◆ **DATA RECORDS**:
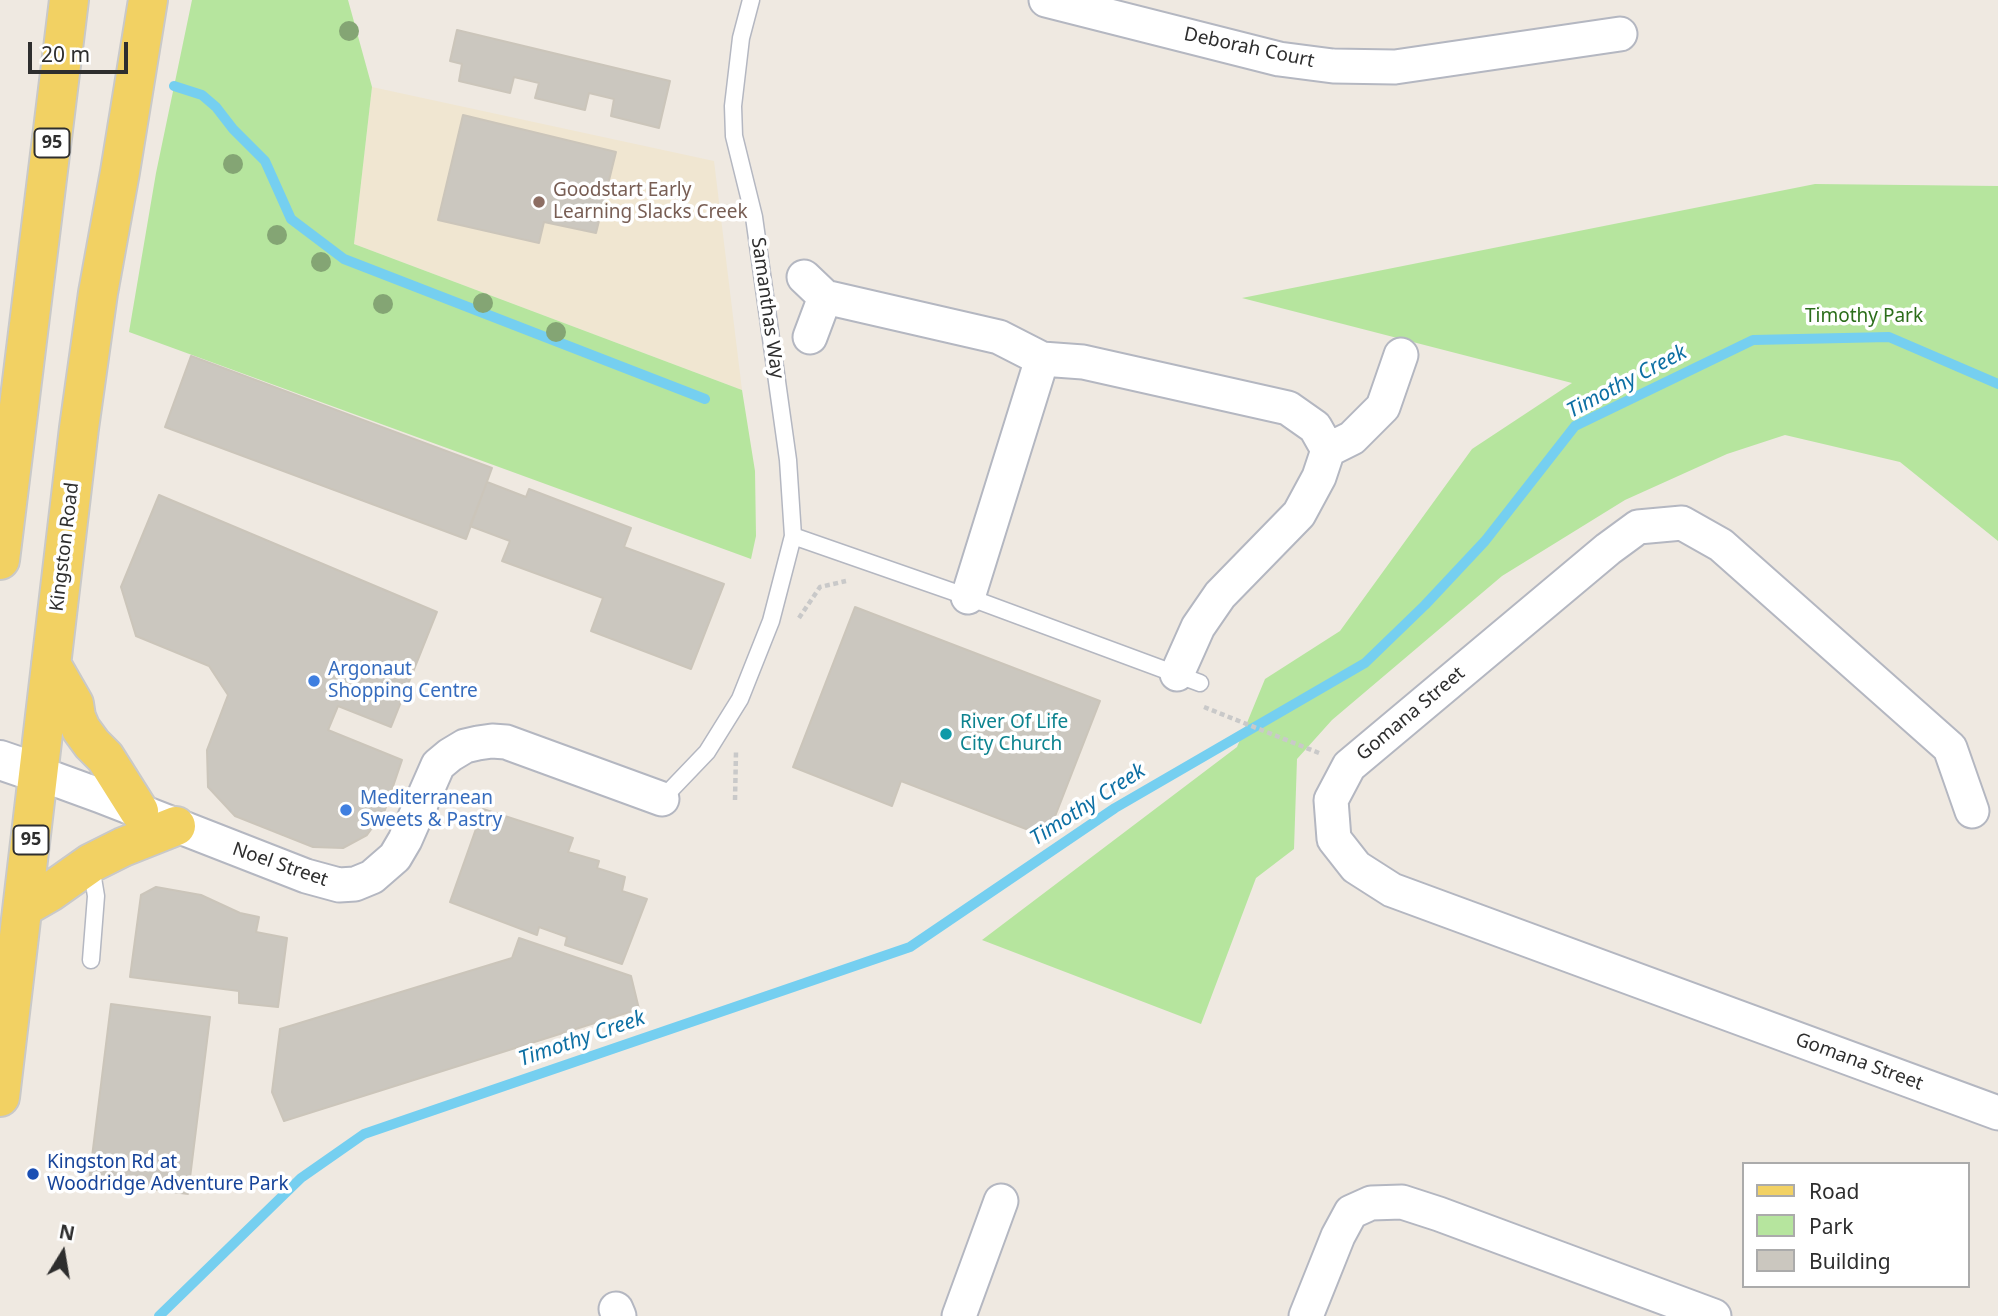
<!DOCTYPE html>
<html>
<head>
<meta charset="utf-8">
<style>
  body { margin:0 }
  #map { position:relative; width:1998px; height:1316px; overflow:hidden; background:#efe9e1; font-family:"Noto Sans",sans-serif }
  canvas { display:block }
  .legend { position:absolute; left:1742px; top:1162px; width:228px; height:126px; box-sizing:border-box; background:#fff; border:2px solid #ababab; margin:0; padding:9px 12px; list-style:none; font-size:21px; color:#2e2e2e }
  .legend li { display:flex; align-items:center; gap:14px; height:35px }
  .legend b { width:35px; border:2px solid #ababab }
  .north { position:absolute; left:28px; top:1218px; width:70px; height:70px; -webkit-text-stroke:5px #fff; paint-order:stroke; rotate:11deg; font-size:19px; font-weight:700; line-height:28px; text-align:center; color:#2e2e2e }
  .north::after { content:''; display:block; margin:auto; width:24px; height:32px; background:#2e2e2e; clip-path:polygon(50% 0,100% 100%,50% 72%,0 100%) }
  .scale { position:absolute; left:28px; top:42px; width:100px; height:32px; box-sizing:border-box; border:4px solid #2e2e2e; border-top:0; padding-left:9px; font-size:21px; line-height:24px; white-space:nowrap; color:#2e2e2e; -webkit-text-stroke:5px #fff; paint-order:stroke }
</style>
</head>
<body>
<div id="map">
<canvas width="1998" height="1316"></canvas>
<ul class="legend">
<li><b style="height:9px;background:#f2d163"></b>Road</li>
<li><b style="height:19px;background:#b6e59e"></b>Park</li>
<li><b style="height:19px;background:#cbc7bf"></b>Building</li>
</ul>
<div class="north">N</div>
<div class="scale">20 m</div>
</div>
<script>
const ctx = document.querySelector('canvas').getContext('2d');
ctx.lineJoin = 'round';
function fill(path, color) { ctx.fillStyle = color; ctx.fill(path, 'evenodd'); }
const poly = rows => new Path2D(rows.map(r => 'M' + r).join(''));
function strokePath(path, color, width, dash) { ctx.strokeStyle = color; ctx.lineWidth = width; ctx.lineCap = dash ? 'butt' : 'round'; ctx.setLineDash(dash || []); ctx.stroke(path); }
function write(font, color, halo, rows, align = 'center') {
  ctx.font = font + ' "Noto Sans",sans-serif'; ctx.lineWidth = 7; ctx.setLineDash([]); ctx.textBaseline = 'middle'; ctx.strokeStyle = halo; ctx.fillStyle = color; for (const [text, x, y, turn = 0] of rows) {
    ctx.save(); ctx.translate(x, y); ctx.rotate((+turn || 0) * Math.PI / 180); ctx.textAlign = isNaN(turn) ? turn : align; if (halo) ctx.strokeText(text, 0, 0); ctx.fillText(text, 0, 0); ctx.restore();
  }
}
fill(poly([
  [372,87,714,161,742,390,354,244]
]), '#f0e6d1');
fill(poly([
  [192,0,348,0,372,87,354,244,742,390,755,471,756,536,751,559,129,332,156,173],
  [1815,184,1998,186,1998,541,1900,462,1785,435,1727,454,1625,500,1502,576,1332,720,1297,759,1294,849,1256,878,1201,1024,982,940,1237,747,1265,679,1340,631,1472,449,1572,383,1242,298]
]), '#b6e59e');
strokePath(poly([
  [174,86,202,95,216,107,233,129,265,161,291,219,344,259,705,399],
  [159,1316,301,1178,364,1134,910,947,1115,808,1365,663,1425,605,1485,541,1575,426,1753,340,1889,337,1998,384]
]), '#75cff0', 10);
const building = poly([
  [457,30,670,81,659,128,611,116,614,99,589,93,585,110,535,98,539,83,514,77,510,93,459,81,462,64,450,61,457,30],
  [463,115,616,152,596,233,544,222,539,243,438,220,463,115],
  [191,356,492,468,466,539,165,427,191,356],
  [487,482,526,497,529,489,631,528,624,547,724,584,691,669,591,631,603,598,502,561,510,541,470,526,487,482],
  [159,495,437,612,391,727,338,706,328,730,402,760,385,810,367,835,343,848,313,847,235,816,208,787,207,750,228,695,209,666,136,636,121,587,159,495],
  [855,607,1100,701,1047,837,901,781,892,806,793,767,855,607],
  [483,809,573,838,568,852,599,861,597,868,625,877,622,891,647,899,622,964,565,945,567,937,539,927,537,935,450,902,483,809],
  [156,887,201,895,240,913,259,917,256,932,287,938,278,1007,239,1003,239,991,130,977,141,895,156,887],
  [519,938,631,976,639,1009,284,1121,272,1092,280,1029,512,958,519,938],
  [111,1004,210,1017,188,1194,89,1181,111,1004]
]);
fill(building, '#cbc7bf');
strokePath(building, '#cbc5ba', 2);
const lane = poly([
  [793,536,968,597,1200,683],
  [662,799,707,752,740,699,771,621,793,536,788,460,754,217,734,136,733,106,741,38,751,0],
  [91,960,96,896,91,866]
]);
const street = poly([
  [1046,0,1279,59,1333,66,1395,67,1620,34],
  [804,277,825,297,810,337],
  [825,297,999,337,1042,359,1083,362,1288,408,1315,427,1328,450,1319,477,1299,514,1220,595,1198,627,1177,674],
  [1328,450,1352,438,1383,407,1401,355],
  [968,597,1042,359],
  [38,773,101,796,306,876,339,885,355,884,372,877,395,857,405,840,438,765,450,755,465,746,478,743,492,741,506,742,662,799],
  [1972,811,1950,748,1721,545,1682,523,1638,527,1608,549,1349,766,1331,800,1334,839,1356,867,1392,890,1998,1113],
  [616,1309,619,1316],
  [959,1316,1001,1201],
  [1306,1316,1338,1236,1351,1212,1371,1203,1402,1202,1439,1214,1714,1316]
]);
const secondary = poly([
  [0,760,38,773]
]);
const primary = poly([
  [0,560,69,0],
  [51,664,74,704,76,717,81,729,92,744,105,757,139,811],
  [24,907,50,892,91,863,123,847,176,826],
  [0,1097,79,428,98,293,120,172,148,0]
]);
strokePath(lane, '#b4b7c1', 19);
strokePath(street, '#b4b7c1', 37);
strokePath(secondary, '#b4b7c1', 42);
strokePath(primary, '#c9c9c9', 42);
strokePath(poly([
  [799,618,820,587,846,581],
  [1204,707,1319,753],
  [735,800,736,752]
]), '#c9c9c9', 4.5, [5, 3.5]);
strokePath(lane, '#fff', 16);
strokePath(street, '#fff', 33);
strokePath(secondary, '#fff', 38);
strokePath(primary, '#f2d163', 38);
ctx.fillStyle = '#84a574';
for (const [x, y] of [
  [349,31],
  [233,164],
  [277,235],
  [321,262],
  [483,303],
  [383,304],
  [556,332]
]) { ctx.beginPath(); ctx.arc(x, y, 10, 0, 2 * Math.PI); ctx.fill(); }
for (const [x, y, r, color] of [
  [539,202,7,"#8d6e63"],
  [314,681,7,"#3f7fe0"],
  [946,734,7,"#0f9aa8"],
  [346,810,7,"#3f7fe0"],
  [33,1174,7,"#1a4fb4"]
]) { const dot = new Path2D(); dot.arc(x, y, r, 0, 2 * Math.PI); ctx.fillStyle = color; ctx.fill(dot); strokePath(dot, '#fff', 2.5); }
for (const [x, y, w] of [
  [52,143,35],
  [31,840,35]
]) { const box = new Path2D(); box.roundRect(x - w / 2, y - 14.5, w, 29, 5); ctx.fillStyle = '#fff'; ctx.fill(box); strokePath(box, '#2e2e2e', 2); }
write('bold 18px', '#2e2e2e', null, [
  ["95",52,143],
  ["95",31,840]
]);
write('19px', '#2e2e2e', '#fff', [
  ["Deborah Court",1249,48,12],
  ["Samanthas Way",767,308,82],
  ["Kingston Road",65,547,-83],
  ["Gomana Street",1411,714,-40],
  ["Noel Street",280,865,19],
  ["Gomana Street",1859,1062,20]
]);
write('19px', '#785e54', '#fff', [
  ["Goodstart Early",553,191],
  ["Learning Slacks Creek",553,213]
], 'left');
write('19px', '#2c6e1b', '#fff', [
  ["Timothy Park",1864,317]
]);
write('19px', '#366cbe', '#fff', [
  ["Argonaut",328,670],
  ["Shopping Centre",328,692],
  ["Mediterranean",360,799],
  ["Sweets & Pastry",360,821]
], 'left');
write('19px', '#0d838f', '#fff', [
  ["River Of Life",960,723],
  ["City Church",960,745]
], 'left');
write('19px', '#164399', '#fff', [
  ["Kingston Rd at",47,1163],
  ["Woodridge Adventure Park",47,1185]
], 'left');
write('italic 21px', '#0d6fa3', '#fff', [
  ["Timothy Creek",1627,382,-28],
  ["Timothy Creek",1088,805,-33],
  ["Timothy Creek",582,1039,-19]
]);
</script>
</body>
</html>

◆ **EXERCISE DIRECTIONS**:
Your answer should consist of all lines in the listing above that contain "function".

◆ **COMPLETED EXERCISE**:
function fill(path, color) { ctx.fillStyle = color; ctx.fill(path, 'evenodd'); }
function strokePath(path, color, width, dash) { ctx.strokeStyle = color; ctx.lineWidth = width; ctx.lineCap = dash ? 'butt' : 'round'; ctx.setLineDash(dash || []); ctx.stroke(path); }
function write(font, color, halo, rows, align = 'center') {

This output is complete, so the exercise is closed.